Но любовь была и лишь ждала случая, чтобы открыться Дженни. Близость, которая потрясла их обоих в Рождество, не была иллюзией, а безусловное взаимопонимание, которое установилось между ними во время совместной работы, явилось естественным продолжением этой близости. Сдержанность и осторожность Дженни невольно усилили его сомнения, пока она своей песней не обратилась к нему, обнажив всю боль своей невостребованной любви. Тогда он начал понимать, что ошибается.
— Дженни, ты выйдешь за него? — спросил Тони медленно, как будто каждое слово давалось ему с невыносимым трудом.

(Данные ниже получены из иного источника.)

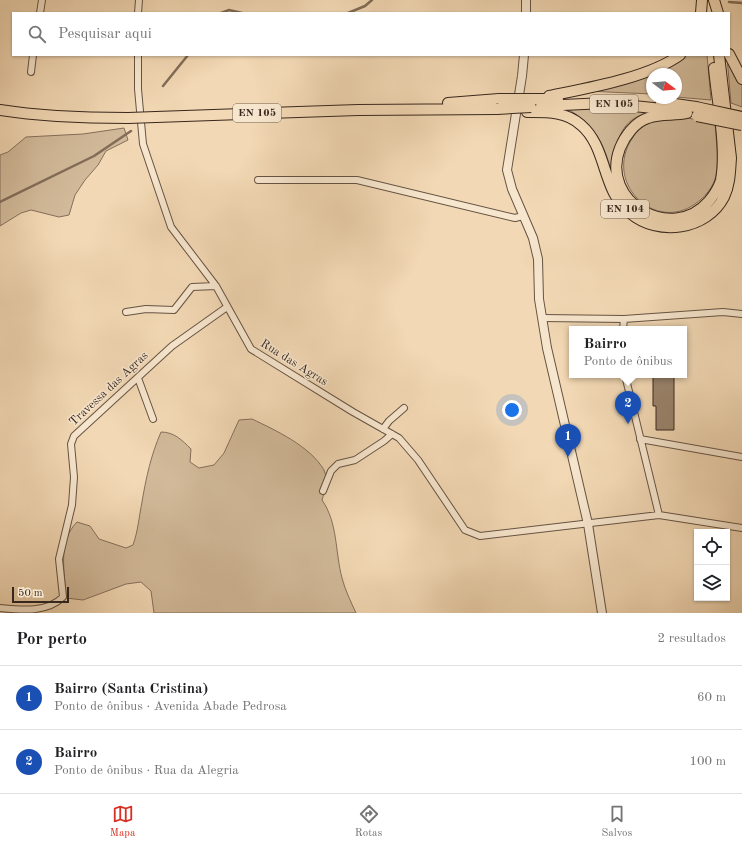 <!DOCTYPE html>
<html lang="pt">
<head>
<meta charset="utf-8">
<style>
  :root { --surface:#fff; --page:#f6f6f6; --text:#202124; --muted:#757577; --line:#e0e0e0; --accent:#d93025 }
  body { margin:0; font-family:"Old Standard TT",serif; background:var(--page); color:var(--text) }
  .controls { position:absolute; right:12px; bottom:12px; display:grid; overflow:hidden; border-radius:0px; box-shadow:0 1px 3px #0004 }
  .controls button { width:36px; height:36px; display:grid; place-items:center; padding:0; border:0; border-bottom:1px solid var(--line); background:var(--surface); color:var(--text); font:20px sans-serif }
  .compass { position:absolute; left:646px; top:68px; width:36px; height:36px; border-radius:50%; background:var(--surface); box-shadow:0 1px 3px #0004; rotate:106deg }
  .scale { position:absolute; left:12px; bottom:10px; width:57px; box-sizing:border-box; padding-left:4px; border:2px solid #38271d; border-top:0; font-size:11px; line-height:14px; white-space:nowrap; color:#38271d; -webkit-text-stroke:3px #f7e6ce; paint-order:stroke }
  .you { position:absolute; left:512px; top:410px; width:14px; height:14px; margin:-10px; border:3px solid #fff; border-radius:50%; background:#1a73e8; box-shadow:0 0 0 6px #1a73e833 }
  .badge { display:grid; place-items:center; width:26px; height:26px; border-radius:50%; background:var(--accent); color:#fff; font-size:13px; font-weight:700 }
  .pin { position:absolute; translate:-50% -33px; filter:drop-shadow(0 1px 2px #0008) }
  .pin::after { content:''; position:absolute; top:21px; width:14px; height:12px; background:inherit; clip-path:polygon(0 0,100% 0,50% 100%) }
  .popup { position:absolute; left:569px; top:326px; width:118px; height:52px; box-sizing:border-box; display:grid; place-content:center; border-radius:0px; background:var(--surface); filter:drop-shadow(0 1px 3px #0005); font-size:13px; white-space:nowrap; color:var(--muted) }
  .popup b { font-size:15px; color:var(--text) }
  .popup::after { content:''; position:absolute; left:50%; top:100%; margin-left:-8px; border:8px solid transparent; border-top-color:var(--surface) }
  .list { margin:0; padding:0; list-style:none }
  h2 { display:flex; justify-content:space-between; align-items:center; height:52px; margin:0; padding:0 16px; font-size:17px }
  h2 small { font-size:13px; font-weight:400; color:var(--muted) }
  .list li { display:grid; grid-template-columns:26px 1fr auto; gap:12px; align-items:center; box-sizing:border-box; height:64px; padding:0 16px; border-top:1px solid var(--line) }
  .list b { display:block; font-size:15px; white-space:nowrap }
  .list p { margin:0; font-size:13px; white-space:nowrap; color:var(--muted) }
  .list em { font-size:13px; font-style:normal; color:var(--muted) }
  .icon { flex:none; width:22px; height:22px; fill:none; stroke:currentColor; stroke-width:2; stroke-linecap:round; stroke-linejoin:round }
  .map { position:relative; flex:none; width:742px; height:613px; overflow:hidden }
  .search { position:absolute; background:var(--surface); box-shadow:0 1px 3px #0004; left:12px; right:12px; top:12px; height:44px; display:flex; align-items:center; gap:10px; box-sizing:border-box; padding:0 14px; border-radius:0px; color:var(--muted); font-size:15px }
  .sheet { height:180px; background:var(--surface) }
  nav { display:flex; justify-content:space-around; align-items:center; box-sizing:border-box; height:56px; border-top:1px solid var(--line); background:var(--surface); font-size:11px; color:var(--muted) }
  nav a { display:grid; justify-items:center; gap:2px }
  nav .on { color:var(--accent) }
  .map>svg:first-child { display:block }
  .green { fill:#d2ba9a; stroke:#85705c }
  .lines { fill:none; stroke-linecap:round; stroke-linejoin:round }
  .stream { stroke:#826d59; stroke-width:2.5 }
  .building { fill:#99836c; stroke:#38271d }
  .minor-casing { stroke:#665343; stroke-width:8 }
  .tertiary-casing { stroke:#665343; stroke-width:10 }
  .primary-casing { stroke:#38271d; stroke-width:12 }
  .minor { stroke:#f7e6ce; stroke-width:6 }
  .tertiary { stroke:#f7e6ce; stroke-width:8 }
  .primary { stroke:#f2d8b4; stroke-width:10 }
  .primary-bridge-casing { stroke:#38271d; stroke-width:12; stroke-linecap:butt }
  .primary-bridge { stroke:#f2d8b4; stroke-width:10 }
  .labels { text-anchor:middle; dominant-baseline:central; stroke-width:3; stroke-linejoin:round; paint-order:stroke }
  .shield { fill:#f7e6ce; stroke:#716052; stroke-width:1 }
  .shield-label { font-size:11px; font-weight:bold; fill:#38271d }
  .street-label { font-size:12px; fill:#38271d; stroke:#f7e6ce }
</style>
</head>
<body>
<div class="map">
<svg width="742" height="613" viewBox="0 0 742 613">
  <rect width="100%" height="100%" fill="#f2d8b4"/>
  <filter id="stains"><feTurbulence type="fractalNoise" baseFrequency=".005" numOctaves="4"/><feColorMatrix values="0 0 0 0 .2 0 0 0 0 .09 0 0 0 0 .02 0 0 0 .5 -.17"/></filter>
  <radialGradient id="worn" r=".72"><stop offset=".6" stop-color="#630" stop-opacity="0"/><stop offset="1" stop-color="#630" stop-opacity=".3"/></radialGradient>
  <path class="green" d="M686 55H707L711 100 676 97V74H652V94L586 91 671 65Z
    M727 57 742 81V107L731 103Z
    M567 108 652 111C647 114 640 115 635 118 617 128 613 156 612 174 603 140 596 129 567 108Z
    M666 117H682L715 123C716 140 719 158 716 175 714 187 704 198 695 204 655 232 606 185 630 142 633 138 635 133 638 130 646 123 657 120 666 117Z
    M124 128 128 140 106 151 98 165 85 180 75 195 69 215 59 217 31 210 21 213 0 226V155L8 152 26 137 83 134Z
    M252 419C275 430 310 446 324 470 328 478 325 491 322 500 338 523 335 552 342 578 345 590 351 602 356 613H154L151 591 141 582 126 584 83 600 66 598C65 573 57 542 77 522L90 526 99 539 126 548 133 545C138 531 139 517 142 502 146 478 151 455 161 432 174 432 182 440 191 449L190 462 199 468 214 465 224 453 239 420Z"/>
  <g class="lines">
    <path class="stream" d="M729 2 742 3
      M221 13 229 10 242 13
      M348 13 365 6 372 0
      M163 86 188 55
      M0 202 94 156 131 131"/>
  </g>
  <path class="building" d="M653 375H674V430H656V406H653Z"/>
  <g class="lines">
    <defs>
      <path id="minor" d="M40 13 42 0
        M138 13 139 0
        M138 55V89L143 144 171 227 216 286 251 349 353 412 399 438 418 460 465 530 480 536 659 515 742 528
        M31 72 33 55
        M258 180H357L515 218 523 216
        M126 312 146 309 174 310 192 287 216 286
        M542 318 624 319 723 312 742 314
        M623 329 624 319
        M625 375 659 515
        M138 378 153 419
        M383 429 389 421 404 408
        M640 439 742 457
        M323 491 331 471 338 464 355 460 384 441 392 434
        M0 608C21 610 47 613 63 597L59 559 72 505 74 477 71 444 74 436 172 346 227 307"/>
      <path id="tertiary" d="M526 13V0
        M524 55 522 76 507 170 512 189 533 238 538 259 539 299 547 348 588 524 602 613"/>
      <path id="primary" d="M714 0 718 13
        M701 13 702 0
        M729 54 742 79
        M549 96C588 88 648 78 680 55
        M534 99H558
        M661 102 696 107
        M448 103 499 99
        M541 106 605 103 672 110
        M0 110C43 117 85 118 128 118
        M527 112C546 112 566 111 581 125 608 148 601 190 630 213 658 237 707 230 724 197 730 185 730 171 731 158L719 55
        M687 113C674 116 661 113 648 118 635 122 625 136 620 148 599 202 672 244 709 201 714 195 719 187 721 180 727 148 717 101 714 68
        M156 117 358 110 497 109"/>
    </defs>
    <use href="#minor" class="minor-casing"/>
    <use href="#tertiary" class="tertiary-casing"/>
    <use href="#primary" class="primary-casing"/>
    <use href="#minor" class="minor"/>
    <use href="#tertiary" class="tertiary"/>
    <use href="#primary" class="primary"/>
    <defs>
      <path id="primary-bridge" d="M499 99H534
        M696 107 742 117
        M497 109 531 107
        M697 116 742 125
        M128 118 156 117"/>
    </defs>
    <use href="#primary-bridge" class="primary-bridge-casing"/>
    <use href="#primary-bridge" class="primary-bridge"/>
  </g>
  <g class="labels">
    <g class="shield">
      <rect x="590" y="95" width="48" height="18" rx="3"/>
      <rect x="233" y="104" width="48" height="18" rx="3"/>
      <rect x="601" y="200" width="48" height="18" rx="3"/>
    </g>
    <g class="shield-label">
      <text x="614" y="104">EN 105</text>
      <text x="257" y="113">EN 105</text>
      <text x="625" y="209">EN 104</text>
    </g>
    <g class="street-label">
      <text transform="translate(294 363) rotate(32)">Rua das Agras</text>
      <text transform="translate(109 389) rotate(-43)">Travessa das Agras</text>
    </g>
  </g>
  <rect width="100%" height="100%" filter="url(#stains)"/>
  <rect width="100%" height="100%" fill="url(#worn)"/>
</svg>
<div class="controls">
<button><svg class="icon" aria-label="locate" viewBox="0 0 24 24"><circle cx="12" cy="12" r="6"/><path d="M12 2v4M12 18v4M2 12h4M18 12h4"/></svg></button>
<button><svg class="icon" aria-label="layers" viewBox="0 0 24 24"><path d="M12 4l9 5-9 5-9-5zM3 14l9 5 9-5"/></svg></button>
</div>
<svg class="compass" viewBox="-18 -18 36 36"><path d="M0-13l5 13h-10z" fill="#e53935"/><path d="M0 13l5-13h-10z" fill="#757577"/></svg>
<div class="scale">50 m</div>
<div class="you"></div>
<div class="pin badge" style="left:568px;top:457px;background:#1a4fb4">1</div>
<div class="pin badge" style="left:628px;top:424px;background:#1a4fb4">2</div>
<div class="popup"><b>Bairro</b>Ponto de ônibus</div>
<div class="search"><svg class="icon" aria-label="search" viewBox="0 0 24 24"><circle cx="10" cy="10" r="6"/><path d="M15 15l6 6"/></svg>Pesquisar aqui</div>
</div>
<section class="sheet">
<h2>Por perto<small>2 resultados</small></h2>
<ul class="list">
<li><span class="badge" style="background:#1a4fb4">1</span><div><b>Bairro (Santa Cristina)</b><p>Ponto de ônibus · Avenida Abade Pedrosa</p></div><em>60 m</em></li>
<li><span class="badge" style="background:#1a4fb4">2</span><div><b>Bairro</b><p>Ponto de ônibus · Rua da Alegria</p></div><em>100 m</em></li>
</ul>
</section>
<nav>
<a class="on"><svg class="icon" aria-label="map" viewBox="0 0 24 24"><path d="M3 6l6-2 6 2 6-2v14l-6 2-6-2-6 2zM9 4v14M15 6v14"/></svg>Mapa</a>
<a><svg class="icon" aria-label="directions" viewBox="0 0 24 24"><path d="M12 3l9 9-9 9-9-9zM9 14v-3h6M13 9l2 2-2 2"/></svg>Rotas</a>
<a><svg class="icon" aria-label="saved" viewBox="0 0 24 24"><path d="M7 4h10v16l-5-4-5 4z"/></svg>Salvos</a>
</nav>
</body>
</html>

Дженни повернулась к тому, кто мог быть для нее не больше чем добрым другом. Она знала, что причинит ему боль, но не могла смягчить горечь правды. В порыве сочувствия она секунду колебалась. Роберт шагнул к ней. В его глазах она увидела такую же тоску, от которой сама, считая себя отвергнутой, тяжело страдала в течение этой долгой недели. Она не могла теперь отвергнуть его. Слабые тревожные отзвуки страха и осторожности потонули в требовательном биении сердца. И приняв все как неизбежность и тем самым предрешив свою судьбу, она ответила:
— Да, Тони, я люблю его.
Дженни не успела перевести дух, как Роберт схватил ее и прижал к своей груди. Она услышала, с каким радостным облегчением бьется его сердце. Его руки, как стальные оковы, сомкнулись вокруг нее, словно намереваясь никогда не выпускать ее из объятий. Его горячее прерывистое дыхание вздымало ее волосы, а он снова и снова осыпал ее голову поцелуями, словно в благодарность за то, что она вверяет себя ему.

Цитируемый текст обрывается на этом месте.